### MATERIAL SUPPLIED

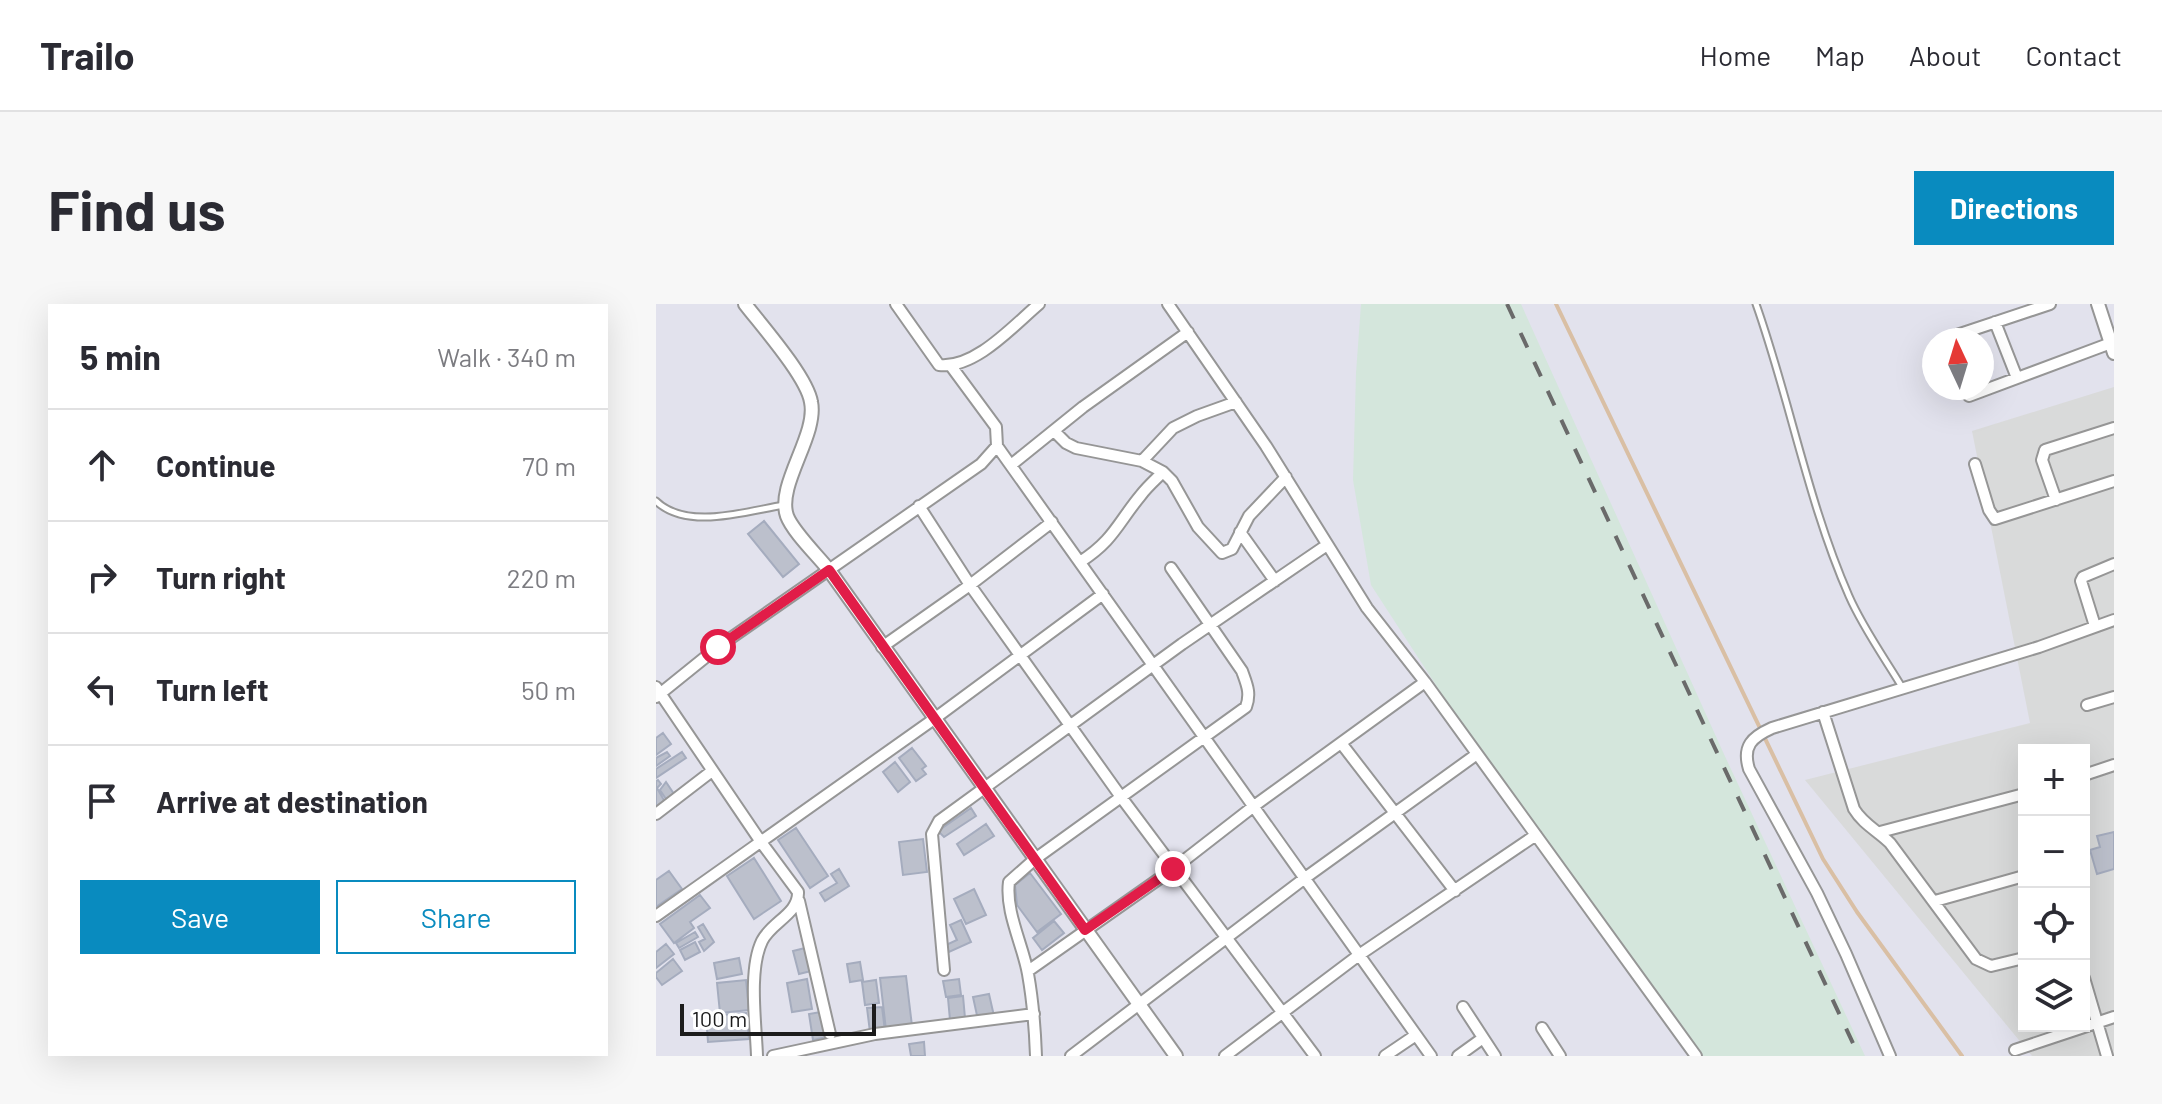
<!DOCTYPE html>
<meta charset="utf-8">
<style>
body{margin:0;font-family:Barlow,sans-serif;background:#f7f7f7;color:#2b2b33}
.controls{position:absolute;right:24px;bottom:24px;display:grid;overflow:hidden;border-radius:0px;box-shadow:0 8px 32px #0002}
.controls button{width:72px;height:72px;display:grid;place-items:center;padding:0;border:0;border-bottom:2px solid #e1e1e2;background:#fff;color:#2b2b33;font:40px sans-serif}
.compass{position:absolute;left:1266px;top:24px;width:72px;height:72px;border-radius:50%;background:#fff;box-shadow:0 8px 32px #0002;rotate:356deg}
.scale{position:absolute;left:24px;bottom:20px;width:196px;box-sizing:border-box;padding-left:8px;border:4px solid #1c1c1c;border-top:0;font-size:22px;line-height:28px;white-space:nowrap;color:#1c1c1c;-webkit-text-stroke:6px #fff;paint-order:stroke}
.stop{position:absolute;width:24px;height:24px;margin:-18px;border:6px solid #e11d48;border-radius:50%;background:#fff}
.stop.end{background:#e11d48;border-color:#fff;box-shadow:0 2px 8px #0008}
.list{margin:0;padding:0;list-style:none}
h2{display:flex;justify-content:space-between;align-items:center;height:104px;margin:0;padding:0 32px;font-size:34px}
h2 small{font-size:26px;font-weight:400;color:#7c7c81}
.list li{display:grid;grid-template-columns:52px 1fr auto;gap:24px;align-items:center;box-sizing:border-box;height:112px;padding:0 32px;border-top:2px solid #e1e1e2}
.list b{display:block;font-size:30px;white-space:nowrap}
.list em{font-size:26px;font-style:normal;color:#7c7c81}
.actions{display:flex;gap:16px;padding:24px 32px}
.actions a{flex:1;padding:18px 0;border:2px solid #098bbf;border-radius:0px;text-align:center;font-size:28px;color:#098bbf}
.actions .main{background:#098bbf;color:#fff}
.icon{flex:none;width:44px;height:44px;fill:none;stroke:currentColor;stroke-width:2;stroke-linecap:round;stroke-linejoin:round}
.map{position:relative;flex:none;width:1458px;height:752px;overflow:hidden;border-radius:0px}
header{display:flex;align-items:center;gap:48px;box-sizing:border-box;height:112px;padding:0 40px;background:#fff;border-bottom:2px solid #e1e1e2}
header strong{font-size:38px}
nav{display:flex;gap:44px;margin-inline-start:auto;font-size:28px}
.intro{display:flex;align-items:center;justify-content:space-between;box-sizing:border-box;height:192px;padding:0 48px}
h1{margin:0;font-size:56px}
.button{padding:20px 36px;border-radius:0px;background:#098bbf;color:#fff;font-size:28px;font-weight:700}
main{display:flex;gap:48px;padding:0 48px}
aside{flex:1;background:#fff;border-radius:0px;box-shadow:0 8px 32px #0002}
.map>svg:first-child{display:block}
.residential{fill:#d9dada;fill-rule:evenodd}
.industrial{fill:#d4e6dc}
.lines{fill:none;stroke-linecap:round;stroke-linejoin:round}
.stream{stroke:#d9bfa4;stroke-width:4}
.building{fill:#bcc0cc;stroke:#a5acbe;stroke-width:2}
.service-casing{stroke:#969696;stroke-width:9}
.minor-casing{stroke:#969696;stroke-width:14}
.tertiary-casing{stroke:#969696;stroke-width:16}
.service{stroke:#fff;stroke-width:5}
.minor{stroke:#fff;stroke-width:10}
.tertiary{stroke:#fff;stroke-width:12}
.rail{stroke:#6a6a6a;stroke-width:4;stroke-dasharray:16 16;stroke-linecap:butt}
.route{stroke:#e11d48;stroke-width:10}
</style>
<header>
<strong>Trailo</strong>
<nav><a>Home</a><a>Map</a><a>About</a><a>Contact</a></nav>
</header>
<div class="intro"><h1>Find us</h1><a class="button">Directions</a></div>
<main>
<aside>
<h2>5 min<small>Walk · 340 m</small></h2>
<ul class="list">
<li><svg class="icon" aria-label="ahead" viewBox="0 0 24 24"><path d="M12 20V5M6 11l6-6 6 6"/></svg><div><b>Continue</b></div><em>70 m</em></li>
<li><svg class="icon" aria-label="right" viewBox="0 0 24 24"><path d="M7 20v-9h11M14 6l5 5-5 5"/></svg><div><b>Turn right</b></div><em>220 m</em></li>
<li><svg class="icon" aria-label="left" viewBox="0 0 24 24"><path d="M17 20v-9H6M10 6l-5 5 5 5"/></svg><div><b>Turn left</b></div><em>50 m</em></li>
<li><svg class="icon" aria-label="arrive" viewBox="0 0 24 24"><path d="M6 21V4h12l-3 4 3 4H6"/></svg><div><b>Arrive at destination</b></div></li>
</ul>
<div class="actions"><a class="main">Save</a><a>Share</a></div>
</aside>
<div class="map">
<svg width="1458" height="752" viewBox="0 0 1458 752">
<rect width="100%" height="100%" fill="#e2e2ed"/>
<!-- residential -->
<path class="residential" d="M1458,83V752H1376L1149,476L1374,419L1316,127ZM1368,446H1428V722H1368Z"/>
<!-- industrial -->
<path class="industrial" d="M705,0H865L1067,448L1209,752H1044L789,395L715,281L697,176L700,69Z"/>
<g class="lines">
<!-- stream -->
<path class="stream" d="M900,0L1167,555L1201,608L1306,752"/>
</g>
<!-- building -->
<path class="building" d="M108,217L143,260L127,273L92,230Z
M7,429L15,440L0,451V434Z
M256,444L270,462L266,465L270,470L260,477L243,454Z
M11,448L14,452L0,462V454Z
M26,448L30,454L0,474V465Z
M239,458L254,478L242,488L227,468Z
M2,476L5,480L1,484L9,498L0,503V477Z
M10,478L18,490L10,495L4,486Z
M315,504L320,512L288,533L282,527Z
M330,520L338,532L308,551L301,540Z
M140,524L172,572L154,584L122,536Z
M1458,528V565L1441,570L1434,546L1444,543L1441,532Z
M267,535L271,568L247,571L243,538Z
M98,554L125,597L98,615L71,572Z
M183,565L193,582L169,597L164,589L181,579L175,570Z
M13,567L26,585L0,603V576Z
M374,569L405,610L381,628L361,601L359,581Z
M318,585L330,611L310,620L298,595Z
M44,591L54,604L34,618L38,624L18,639L4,620Z
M305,616L315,638L293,648L290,641L301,636L294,621Z
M398,617L408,629L386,646L377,634Z
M47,620L58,638L48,647L43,638L49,635L42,623Z
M39,628L42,633L23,644L20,639Z
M39,638L44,648L29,656L24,646Z
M10,640L18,650L0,664V648Z
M153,643L159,666L143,670L137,647Z
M83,654L86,670L61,675L58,659Z
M17,655L26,667L6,681L0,673V669Z
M204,658L207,676L194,678L191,660Z
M250,672L256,722L230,726L224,674Z
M151,675L156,705L136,708L131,679Z
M303,675L305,691L290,693L287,677Z
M90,676L93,706L64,709L61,679Z
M220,676L223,699L209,701L206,678Z
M333,690L338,712L322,716L317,693Z
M307,692L309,714L294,716L292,694Z
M226,703L229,727L214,728L211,704Z
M171,707L176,732L157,736L153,710Z
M90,709L93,735L52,738L50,712Z
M268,738L269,752H255L253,740Z"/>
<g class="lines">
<defs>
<path id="service" d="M1100,0C1134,96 1152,199 1193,292C1207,324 1228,353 1246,383
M0,197C31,227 91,207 128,201"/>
<path id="minor" d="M240,0L283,61C319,65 357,22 383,0
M512,0L610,142L711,304L769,378L1040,752
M1339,18L1361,74
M1301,31L1394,0
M1313,92L1455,39
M398,127L410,139L420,144L486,157L507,168L516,177L542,223L566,249L576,245L593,212L630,173
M341,142L775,752
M486,157L517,124L541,112L580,98
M1319,160L1333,206L1339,215L1458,177
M355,161L427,103L532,28
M1400,196L1386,156L1389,146L1458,124
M263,202L314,281L465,493L659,752
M584,228L619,277
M424,258C458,236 461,220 485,191C491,183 500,175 507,168
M1439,322L1425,277L1427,273L1458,260
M226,343L314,281L396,218
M0,383L105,538L142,588C143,610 115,618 106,637C92,666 100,720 101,752
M0,393L62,343L325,160L341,142L340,123L295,62
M1431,401L1458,393
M1167,408L1198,505C1207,520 1222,527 1234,539L1320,655L1335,662L1368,654
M685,439L799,587
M1428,471L1458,461
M0,510L56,467
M1224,528L1368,490
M143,597L174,730
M1279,597L1368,572
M0,612L278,415L447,290
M288,666L276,530L283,517L526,340L671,241
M372,667L517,565L598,502L769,378
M1428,674L1451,752
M807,703L839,752
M886,724L904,752
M1359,746L1458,713
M117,752L219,730L378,710
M380,752C379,724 377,698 372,670C367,641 349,608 353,578L379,555L590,403C595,389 591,381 586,367L515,264
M415,752L649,574L821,450
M569,752L703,651L880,531
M729,752L760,731
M802,752L827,734
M1234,752L1190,650L1161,589L1093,465C1086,442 1096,433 1116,424L1383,343L1458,316"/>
<path id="tertiary" d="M89,0C106,22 151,73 155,98C162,131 120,181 131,212C137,228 162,252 173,266L520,752
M1442,0L1458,49"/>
</defs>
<!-- service casing -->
<use href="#service" class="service-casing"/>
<!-- minor casing -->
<use href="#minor" class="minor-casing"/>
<!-- tertiary casing -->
<use href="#tertiary" class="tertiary-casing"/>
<!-- service -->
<use href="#service" class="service"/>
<!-- minor -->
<use href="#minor" class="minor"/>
<!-- tertiary -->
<use href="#tertiary" class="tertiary"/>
<!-- rail -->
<path class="rail" d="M851,0L1203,752"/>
</g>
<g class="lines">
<!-- route -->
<path class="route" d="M62,343L173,266L429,626L517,565"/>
</g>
</svg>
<div class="controls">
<button>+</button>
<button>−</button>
<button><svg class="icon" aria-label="locate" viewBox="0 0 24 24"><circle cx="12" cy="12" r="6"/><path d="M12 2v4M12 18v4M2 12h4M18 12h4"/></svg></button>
<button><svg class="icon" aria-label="layers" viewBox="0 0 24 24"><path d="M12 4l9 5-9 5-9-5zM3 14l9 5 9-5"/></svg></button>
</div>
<svg class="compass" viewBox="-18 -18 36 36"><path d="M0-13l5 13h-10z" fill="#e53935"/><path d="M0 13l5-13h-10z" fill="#7c7c81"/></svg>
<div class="scale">100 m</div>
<div class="stop" style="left:62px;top:343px"></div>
<div class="stop end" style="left:517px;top:565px"></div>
</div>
</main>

### TRY IT
Please, from the entries above, set down exactly the lines from the one containing "M303,675L305,691L290,693L287,677Z" through the one containing "M1431,401L1458,393", and only those.

### SOLUTION FOR THIS PROBLEM
M303,675L305,691L290,693L287,677Z
M90,676L93,706L64,709L61,679Z
M220,676L223,699L209,701L206,678Z
M333,690L338,712L322,716L317,693Z
M307,692L309,714L294,716L292,694Z
M226,703L229,727L214,728L211,704Z
M171,707L176,732L157,736L153,710Z
M90,709L93,735L52,738L50,712Z
M268,738L269,752H255L253,740Z"/>
<g class="lines">
<defs>
<path id="service" d="M1100,0C1134,96 1152,199 1193,292C1207,324 1228,353 1246,383
M0,197C31,227 91,207 128,201"/>
<path id="minor" d="M240,0L283,61C319,65 357,22 383,0
M512,0L610,142L711,304L769,378L1040,752
M1339,18L1361,74
M1301,31L1394,0
M1313,92L1455,39
M398,127L410,139L420,144L486,157L507,168L516,177L542,223L566,249L576,245L593,212L630,173
M341,142L775,752
M486,157L517,124L541,112L580,98
M1319,160L1333,206L1339,215L1458,177
M355,161L427,103L532,28
M1400,196L1386,156L1389,146L1458,124
M263,202L314,281L465,493L659,752
M584,228L619,277
M424,258C458,236 461,220 485,191C491,183 500,175 507,168
M1439,322L1425,277L1427,273L1458,260
M226,343L314,281L396,218
M0,383L105,538L142,588C143,610 115,618 106,637C92,666 100,720 101,752
M0,393L62,343L325,160L341,142L340,123L295,62
M1431,401L1458,393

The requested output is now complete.